Below are the entries; give again exactly the lines from the one mentioning "M272 304 470" through the one mentioning "M770 356 766 429 782 687 774 731", inclusive.

__Input__
---
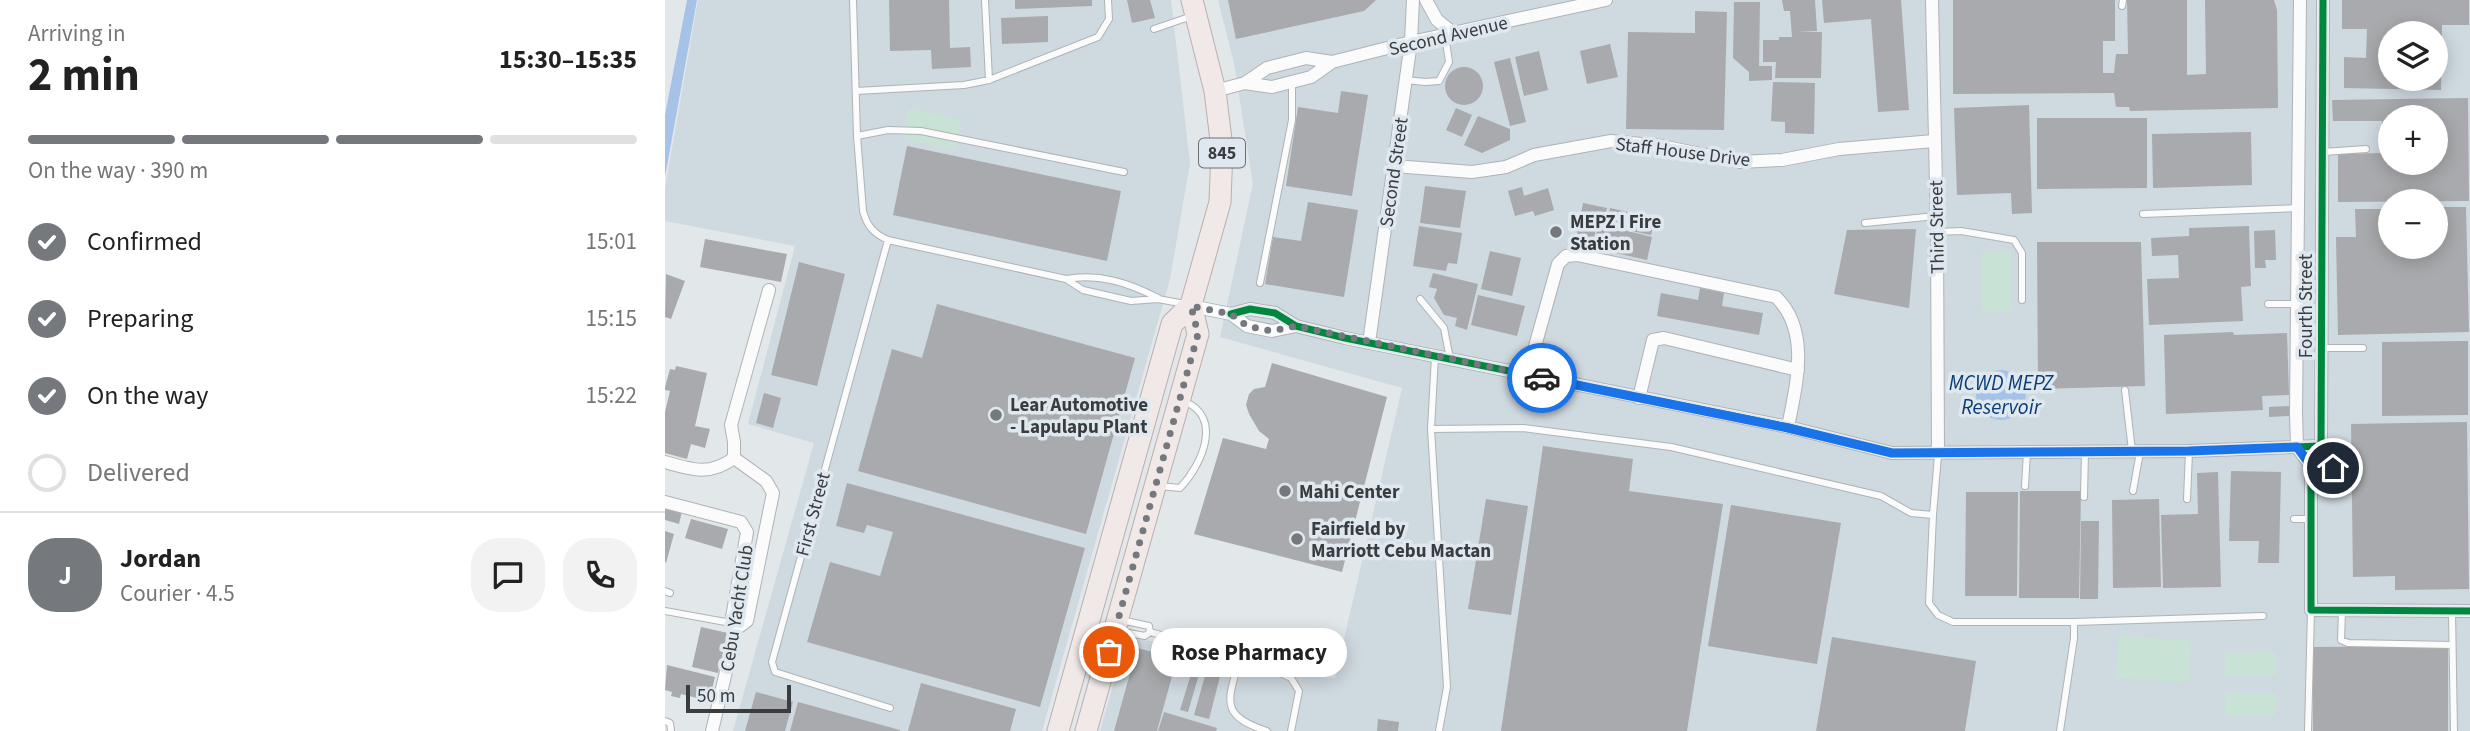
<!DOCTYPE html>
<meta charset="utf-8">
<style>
:root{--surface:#fff;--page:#f2f2f2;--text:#222;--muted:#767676;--line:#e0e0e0;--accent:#75787c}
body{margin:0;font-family:"Source Sans 3",sans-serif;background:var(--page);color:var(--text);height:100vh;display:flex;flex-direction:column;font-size:26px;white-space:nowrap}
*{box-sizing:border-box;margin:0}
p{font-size:23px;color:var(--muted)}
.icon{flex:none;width:38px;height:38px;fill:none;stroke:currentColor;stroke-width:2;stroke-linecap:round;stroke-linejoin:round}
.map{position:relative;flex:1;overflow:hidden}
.panel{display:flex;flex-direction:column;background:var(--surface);width:665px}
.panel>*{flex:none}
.tools{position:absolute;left:1713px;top:21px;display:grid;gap:14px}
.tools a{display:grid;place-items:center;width:70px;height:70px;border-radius:50%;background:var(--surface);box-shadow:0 4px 18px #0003;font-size:35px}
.scale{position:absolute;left:21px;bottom:18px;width:105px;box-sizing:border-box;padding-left:7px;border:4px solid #3a3d40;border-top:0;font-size:19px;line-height:24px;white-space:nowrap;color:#3a3d40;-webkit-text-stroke:5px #dfe8ee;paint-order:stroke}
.pin{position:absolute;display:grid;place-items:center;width:60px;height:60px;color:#fff;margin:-30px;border:4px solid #fff;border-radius:50%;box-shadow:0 2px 7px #0007}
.courier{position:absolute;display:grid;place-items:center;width:70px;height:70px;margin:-35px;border:5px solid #1a73e8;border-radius:50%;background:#fff;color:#222;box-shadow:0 2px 9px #0007}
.bubble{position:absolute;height:49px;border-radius:24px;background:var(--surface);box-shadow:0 4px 18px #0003;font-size:23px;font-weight:700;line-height:49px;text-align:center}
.summary em{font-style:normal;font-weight:700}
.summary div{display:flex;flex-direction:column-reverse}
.summary{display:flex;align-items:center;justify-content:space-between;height:119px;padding:0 28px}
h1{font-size:46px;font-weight:700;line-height:52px}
.bar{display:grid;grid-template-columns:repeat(4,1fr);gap:10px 7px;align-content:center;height:84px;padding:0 28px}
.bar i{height:9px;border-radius:5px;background:var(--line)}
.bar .current{background:var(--accent)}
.bar p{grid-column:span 4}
.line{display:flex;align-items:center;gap:18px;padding:0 28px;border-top:2px solid var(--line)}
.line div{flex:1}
.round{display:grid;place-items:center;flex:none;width:74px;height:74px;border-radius:28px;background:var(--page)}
ol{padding:0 28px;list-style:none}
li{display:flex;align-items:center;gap:21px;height:77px}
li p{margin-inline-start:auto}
li .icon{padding:7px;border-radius:50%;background:var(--accent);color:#fff;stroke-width:4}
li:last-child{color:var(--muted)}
li i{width:38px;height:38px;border:4px solid var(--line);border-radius:50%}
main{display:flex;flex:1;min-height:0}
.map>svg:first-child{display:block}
.built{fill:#cfd9e0;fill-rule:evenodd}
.green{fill:#c8e2d6}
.water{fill:#a6c2e7}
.building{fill:#a9aaad;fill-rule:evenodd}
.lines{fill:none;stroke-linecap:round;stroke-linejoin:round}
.lane-casing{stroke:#afb3b5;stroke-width:8}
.street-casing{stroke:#afb3b5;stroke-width:14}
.primary-casing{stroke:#baafaf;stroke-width:23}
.lane{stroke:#fbfbfc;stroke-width:6}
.street{stroke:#fbfbfc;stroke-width:12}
.primary{stroke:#f0e9e8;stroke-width:21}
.cycleway-casing{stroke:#dfe8ee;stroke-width:11}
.cycleway{stroke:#00873e;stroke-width:7}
.done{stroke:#75787c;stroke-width:7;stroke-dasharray:0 12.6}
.route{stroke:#1a73e8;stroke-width:9}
.poi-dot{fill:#75787c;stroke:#dfe8ee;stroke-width:2.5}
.labels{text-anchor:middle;stroke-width:7;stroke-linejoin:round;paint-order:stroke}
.shield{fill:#dfe8ee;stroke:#6c7074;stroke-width:2}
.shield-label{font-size:18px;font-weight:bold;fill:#3a3d40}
.street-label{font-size:19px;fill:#3a3d40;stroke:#dfe8ee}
.poi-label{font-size:19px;font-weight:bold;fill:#3a3d40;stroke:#dfe8ee;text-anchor:start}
.water-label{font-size:21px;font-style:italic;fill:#093c78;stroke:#dfe8ee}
</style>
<main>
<section class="panel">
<div class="summary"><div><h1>2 min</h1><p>Arriving in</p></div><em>15:30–15:35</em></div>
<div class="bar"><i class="current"></i><i class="current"></i><i class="current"></i><i></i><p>On the way · 390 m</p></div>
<ol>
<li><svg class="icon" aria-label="check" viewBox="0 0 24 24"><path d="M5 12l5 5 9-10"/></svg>Confirmed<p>15:01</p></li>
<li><svg class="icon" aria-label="check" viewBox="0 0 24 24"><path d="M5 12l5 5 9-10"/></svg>Preparing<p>15:15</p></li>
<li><svg class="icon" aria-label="check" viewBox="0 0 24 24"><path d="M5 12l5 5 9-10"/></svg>On the way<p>15:22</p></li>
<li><i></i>Delivered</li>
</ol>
<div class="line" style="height:126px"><b class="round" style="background:var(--accent);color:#fff">J</b><div><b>Jordan</b><p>Courier · 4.5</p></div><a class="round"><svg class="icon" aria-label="chat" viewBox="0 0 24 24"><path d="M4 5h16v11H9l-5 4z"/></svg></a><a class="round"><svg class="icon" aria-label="phone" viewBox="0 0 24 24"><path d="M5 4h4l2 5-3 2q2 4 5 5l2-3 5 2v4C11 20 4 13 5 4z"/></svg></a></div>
</section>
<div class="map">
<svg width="1805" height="731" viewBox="0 0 1805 731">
<rect width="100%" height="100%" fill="#e2e7ea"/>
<path class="built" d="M33 0H506L525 163 505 279 377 731H68L149 443 83 424 130 246 0 221V188Z
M553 0H1805V731H435L462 636 644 676 670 678 737 388 555 337 588 184 569 63ZM1726 33H1771V79H1726ZM1726 117H1771V163H1726ZM1726 201H1771V247H1726Z"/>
<path class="green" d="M243 108 297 120 290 150 236 138Z
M1317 251H1346V311H1317Z
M1454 636 1526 641 1524 682 1451 678Z
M1611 652V675L1560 676V653Z
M1561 693H1611L1610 716H1561Z"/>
<path class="water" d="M22 0H32L0 177V115Z
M1311 395a25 25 0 1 1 50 0a25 25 0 1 1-50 0Z"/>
<path class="building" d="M224 0H284L285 48 305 47 306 67 267 69 266 50 225 51Z
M350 0H427V6L350 9Z
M462 0H485L490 18 467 23Z
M563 0H711L699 11 571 39Z
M1117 0H1150L1152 31 1133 32H1157L1156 78H1110L1111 62H1098V40H1114V37H1127L1125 11H1119Z
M1157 0H1236L1244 110 1213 112 1206 19 1159 23Z
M1288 0H1450V41H1438V73H1449L1451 54H1463L1462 0H1522V75L1541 74 1540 0H1609L1612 10 1613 108 1465 111 1464 107H1451L1449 93 1288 94Z
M1677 0H1804V25H1777L1776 90 1679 88V57L1701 58 1702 29H1677ZM1726 33H1771V79H1726Z
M1069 2H1095L1094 66H1107V80L1084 81V72L1068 58Z
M1030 11 1062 12 1059 130 961 129 963 32 1030 33Z
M383 16V42L337 44 336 18Z
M945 44 953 77 922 84 915 51Z
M874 51 883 90 859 96 850 57Z
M845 58 861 122 845 126 829 62Z
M780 86a19 19 0 1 1 38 0a19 19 0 1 1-38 0Z
M1108 82 1150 83 1149 134 1120 133V122L1106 121Z
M676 91 703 95 687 196 621 186 633 107 673 113Z
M1803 98 1804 201 1673 202V154L1717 153V121H1668L1667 100ZM1726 117H1771V163H1726Z
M1364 105 1367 213 1347 214 1346 193 1292 195 1289 108Z
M791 108 807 115 797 137 781 130Z
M813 116 845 129V140L817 153 799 145Z
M1372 118H1482V188L1372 189Z
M1586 132 1587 185 1488 188 1487 134Z
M242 146 456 191 442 261 228 215Z
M760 186 801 191 795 228 755 223Z
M857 187 859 196 883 188 889 210 870 216 868 211 850 216 843 191Z
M643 202 693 210 679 297 600 284 608 237 636 241Z
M918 203 942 208 938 225 941 226 945 208 990 218 986 235 946 227 987 237 982 260 928 248 935 218 932 223 915 219Z
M1771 207H1801L1804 332 1673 335 1671 237H1691L1690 209H1726V247H1771Z
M915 221 932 225 927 246 910 242Z
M754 226 797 233 792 264 783 263 781 271 748 266Z
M1584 226 1586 286 1576 287 1578 321 1484 325 1482 279 1514 278 1513 255 1487 256 1486 238 1524 236V228Z
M1251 229 1244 308 1169 294 1182 230Z
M1610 230 1611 260H1600L1601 268H1590L1589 231Z
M40 239 122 254 116 282 35 267Z
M1372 242H1476L1480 386 1373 389Z
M825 251 856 258 847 296 816 289Z
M134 262 180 274 152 386 106 375Z
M768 273 813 284 802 330 790 326 792 318 779 315 769 298 772 289 764 287Z
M1 274 20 281 6 319 0 317Z
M1035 288 1059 293 1057 306 1098 313 1094 335 992 316 996 293 1033 300Z
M813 295 860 306 852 336 806 325Z
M272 304 470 358 421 534 193 471 227 349 257 358Z
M1568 332 1569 335 1622 333 1624 395 1597 396 1598 410 1501 414 1499 335Z
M1803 341V415L1717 416V342Z
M607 363 722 397 677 572 529 534 558 438 601 449 604 439 594 431 584 414 581 405 584 394 589 389 600 387Z
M11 366 42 373 30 426 45 429 40 448 26 444 22 459 0 453V412L5 391 0 390V387L5 369 10 370Z
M99 393 116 398 108 428 91 423Z
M1625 406V416L1604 417V407Z
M1802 422 1804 589 1730 590V576L1688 577 1686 424Z
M878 446 968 459 964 491 1058 504 1022 731H836Z
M1566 471 1616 472 1614 563H1593L1594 541H1564Z
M1553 472 1556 587 1498 588 1496 515 1533 514 1532 473Z
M182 483 420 548 375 707 142 642 165 562 215 576 228 532 202 525 199 533 171 526Z
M1355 491H1416L1414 598H1354Z
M1301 492H1353L1352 596H1300Z
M821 499 863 506 846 615 803 609Z
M1494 499 1496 587 1448 588 1447 500Z
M0 503 18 507 14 524 0 520Z
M1066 505 1176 523 1152 664 1043 646Z
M26 519 63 529 57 549 20 538Z
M1416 521H1434L1433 599H1415Z
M0 531 9 534 1 563 0 562Z
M36 627 63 633 53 673 27 667Z
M1167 637 1311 661 1300 731H1151Z
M1783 646V731H1648V647Z
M472 648 512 658 492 731H449Z
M530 661 537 664 523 712 515 710Z
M2 665 50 677 44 701 16 694 15 698 6 696 7 692 0 690Z
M543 665 557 669 544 719 529 715Z
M256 683 351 709 345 731H243Z
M91 692 128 702 120 731H80Z
M133 702 235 730V731H125Z
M499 712 552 728 551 731H493Z
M713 719 734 722 733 731H712Z"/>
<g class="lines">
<defs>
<path id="lane" d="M188 0 192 136 198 211C202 226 209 234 223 240L401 279 418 290 466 301 493 299 520 304
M320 0 324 80
M1457 6 1458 0
M489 29 527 16
M741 80 760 82 774 81 784 62 780 35
M191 91 299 85 324 80 433 37 444 19 443 0
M192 136 223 130 256 131 459 172
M1658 152 1701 149
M1478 214 1633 208
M1200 223 1271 216
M1272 232 1296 231 1349 240 1357 253V300
M223 240 107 662 110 672 225 708
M401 279C434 273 464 283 493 298
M595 283 627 120V82
M755 299 779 328 785 359
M1603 304H1632
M1656 348H1698
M770 356 766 429 782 687 774 731
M1460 390 1467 451
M766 429 858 428 1006 447 1216 496 1246 513 1268 515
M1273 455 1268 515 1264 603 1273 615 1288 622H1409V638L1395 731
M1646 471 1682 466
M495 486 515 488C537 465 559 416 518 401
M1360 486 1362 452
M1468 491 1475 452
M1419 497 1420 451
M1522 499 1524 452
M1629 519H1646
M0 591 5 593
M0 611 66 623
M1677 611 1676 640 1683 643 1787 645
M1787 611 1789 731
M1409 622 1598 616
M459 625 461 621 484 626 485 632
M457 627 458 632 480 636 485 632 575 657 607 669 626 678 634 691 626 731
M575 657C564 699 552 715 602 731
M0 721 5 723 6 731
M1643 731 1646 610"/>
<path id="street" d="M761 0 772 20 788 33
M1267 0 1272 232 1273 454
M1635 0 1631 413 1632 447 1646 466
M1658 0 1656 446 1646 466V610L1805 611
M580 83 607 87 646 77 667 62 746 42 941 0
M550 91 580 83 602 68 641 58 667 62
M729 166 807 172 841 167 869 155 946 141 996 146 1075 162 1117 160 1174 149 1269 141
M526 306 566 314 582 326 607 331 631 326
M566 314 585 309 610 313 631 326 680 338 1123 427 1227 453 1524 451 1656 446
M704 343 746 42 748 0
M862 375 893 264 901 256 912 255 1111 297C1146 331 1131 385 1123 427
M974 398 988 340 999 338 1133 370
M69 458 101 481 108 493 82 621 71 629
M69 458V442L66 425 104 290
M0 462C27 470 45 476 69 458
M0 502 76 522 82 532 66 623 71 629 47 731"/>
<path id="primary" d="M393 731 507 324 526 305 555 202 557 148 550 91 527 0
M421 731 533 334 526 305"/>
</defs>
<use href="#lane" class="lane-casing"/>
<use href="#street" class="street-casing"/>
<use href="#primary" class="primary-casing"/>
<use href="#lane" class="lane"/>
<use href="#street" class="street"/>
<use href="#primary" class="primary"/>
<defs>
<path id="cycleway" d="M1658 0 1656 446 1646 466V610L1805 611
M566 314 585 309 610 313 631 326 680 338 1123 427 1227 453 1524 451 1656 446"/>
</defs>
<use href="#cycleway" class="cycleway-casing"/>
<use href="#cycleway" class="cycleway"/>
</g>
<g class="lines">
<path class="done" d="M444 652 533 334 526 306 566 314 582 326 607 331 631 326 877 378"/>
<path class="route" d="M877 378 1123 428 1227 453 1524 451 1632 447 1646 466V471L1668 468"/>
</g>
<g class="poi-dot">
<circle cx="891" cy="232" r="7"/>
<circle cx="331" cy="415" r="7"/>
<circle cx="620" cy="491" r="7"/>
<circle cx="632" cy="539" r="7"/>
</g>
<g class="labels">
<rect class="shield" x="534" y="138.5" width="46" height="29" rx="5"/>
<g class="shield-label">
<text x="557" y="159">845</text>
</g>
<g class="street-label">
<text transform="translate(783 35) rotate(-13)" y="7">Second Avenue</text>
<text transform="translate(1018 151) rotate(7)" y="7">Staff House Drive</text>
<text transform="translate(728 172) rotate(-82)" y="7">Second Street</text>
<text transform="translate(1271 227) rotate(-91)" y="7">Third Street</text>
<text transform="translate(1640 306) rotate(-90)" y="7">Fourth Street</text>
<text transform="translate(147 514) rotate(-75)" y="7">First Street</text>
<text transform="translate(71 608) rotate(-81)" y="7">Cebu Yacht Club</text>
</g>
<g class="poi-label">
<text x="905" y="228">MEPZ I Fire<tspan x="905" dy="22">Station</tspan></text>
<text x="345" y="411">Lear Automotive<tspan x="345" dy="22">- Lapulapu Plant</tspan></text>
<text x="634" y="498">Mahi Center</text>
<text x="646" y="535">Fairfield by<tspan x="646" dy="22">Marriott Cebu Mactan</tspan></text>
</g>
<g class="water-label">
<text x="1336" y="390">MCWD MEPZ<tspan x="1336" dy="24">Reservoir</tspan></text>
</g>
</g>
</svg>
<div class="tools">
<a><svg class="icon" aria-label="layers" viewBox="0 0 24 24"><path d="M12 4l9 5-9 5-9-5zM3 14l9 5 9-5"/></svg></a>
<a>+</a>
<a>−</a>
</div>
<div class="scale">50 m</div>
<div class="pin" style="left:444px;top:652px;background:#ea580c"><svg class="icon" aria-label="bag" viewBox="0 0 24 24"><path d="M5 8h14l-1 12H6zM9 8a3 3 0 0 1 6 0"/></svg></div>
<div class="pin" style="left:1668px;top:468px;background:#1f2937"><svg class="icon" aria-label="home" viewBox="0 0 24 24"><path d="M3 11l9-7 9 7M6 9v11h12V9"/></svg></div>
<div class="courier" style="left:877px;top:378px"><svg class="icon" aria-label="car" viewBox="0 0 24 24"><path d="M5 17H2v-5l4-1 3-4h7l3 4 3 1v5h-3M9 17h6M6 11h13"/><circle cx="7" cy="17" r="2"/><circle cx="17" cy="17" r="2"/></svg></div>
<div class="bubble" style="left:486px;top:628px;width:196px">Rose Pharmacy</div>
</div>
</main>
---
__Worked solution__
M272 304 470 358 421 534 193 471 227 349 257 358Z
M1568 332 1569 335 1622 333 1624 395 1597 396 1598 410 1501 414 1499 335Z
M1803 341V415L1717 416V342Z
M607 363 722 397 677 572 529 534 558 438 601 449 604 439 594 431 584 414 581 405 584 394 589 389 600 387Z
M11 366 42 373 30 426 45 429 40 448 26 444 22 459 0 453V412L5 391 0 390V387L5 369 10 370Z
M99 393 116 398 108 428 91 423Z
M1625 406V416L1604 417V407Z
M1802 422 1804 589 1730 590V576L1688 577 1686 424Z
M878 446 968 459 964 491 1058 504 1022 731H836Z
M1566 471 1616 472 1614 563H1593L1594 541H1564Z
M1553 472 1556 587 1498 588 1496 515 1533 514 1532 473Z
M182 483 420 548 375 707 142 642 165 562 215 576 228 532 202 525 199 533 171 526Z
M1355 491H1416L1414 598H1354Z
M1301 492H1353L1352 596H1300Z
M821 499 863 506 846 615 803 609Z
M1494 499 1496 587 1448 588 1447 500Z
M0 503 18 507 14 524 0 520Z
M1066 505 1176 523 1152 664 1043 646Z
M26 519 63 529 57 549 20 538Z
M1416 521H1434L1433 599H1415Z
M0 531 9 534 1 563 0 562Z
M36 627 63 633 53 673 27 667Z
M1167 637 1311 661 1300 731H1151Z
M1783 646V731H1648V647Z
M472 648 512 658 492 731H449Z
M530 661 537 664 523 712 515 710Z
M2 665 50 677 44 701 16 694 15 698 6 696 7 692 0 690Z
M543 665 557 669 544 719 529 715Z
M256 683 351 709 345 731H243Z
M91 692 128 702 120 731H80Z
M133 702 235 730V731H125Z
M499 712 552 728 551 731H493Z
M713 719 734 722 733 731H712Z"/>
<g class="lines">
<defs>
<path id="lane" d="M188 0 192 136 198 211C202 226 209 234 223 240L401 279 418 290 466 301 493 299 520 304
M320 0 324 80
M1457 6 1458 0
M489 29 527 16
M741 80 760 82 774 81 784 62 780 35
M191 91 299 85 324 80 433 37 444 19 443 0
M192 136 223 130 256 131 459 172
M1658 152 1701 149
M1478 214 1633 208
M1200 223 1271 216
M1272 232 1296 231 1349 240 1357 253V300
M223 240 107 662 110 672 225 708
M401 279C434 273 464 283 493 298
M595 283 627 120V82
M755 299 779 328 785 359
M1603 304H1632
M1656 348H1698
M770 356 766 429 782 687 774 731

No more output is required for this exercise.